**TASK PROMPT**.
Among the lines listed below, count those that include the string "Пархоменко", and state only the count.
**** INFORMATION GIVEN
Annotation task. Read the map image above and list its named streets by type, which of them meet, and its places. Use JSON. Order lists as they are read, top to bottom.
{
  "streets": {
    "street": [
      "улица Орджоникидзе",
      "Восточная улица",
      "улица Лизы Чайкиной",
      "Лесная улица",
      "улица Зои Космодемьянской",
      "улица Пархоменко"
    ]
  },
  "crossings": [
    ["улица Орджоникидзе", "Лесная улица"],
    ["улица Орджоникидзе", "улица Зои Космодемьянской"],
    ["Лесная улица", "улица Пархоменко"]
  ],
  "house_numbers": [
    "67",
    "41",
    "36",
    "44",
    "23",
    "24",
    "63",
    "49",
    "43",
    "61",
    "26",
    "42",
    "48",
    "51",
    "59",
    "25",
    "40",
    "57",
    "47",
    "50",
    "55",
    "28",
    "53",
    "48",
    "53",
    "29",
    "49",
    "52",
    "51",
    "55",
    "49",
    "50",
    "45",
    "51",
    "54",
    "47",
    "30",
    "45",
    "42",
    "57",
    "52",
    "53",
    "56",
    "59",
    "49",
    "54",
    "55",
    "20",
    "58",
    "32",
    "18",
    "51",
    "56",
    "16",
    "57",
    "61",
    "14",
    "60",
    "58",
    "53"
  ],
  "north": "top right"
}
********
**EXERCISE RESPONSE**.
2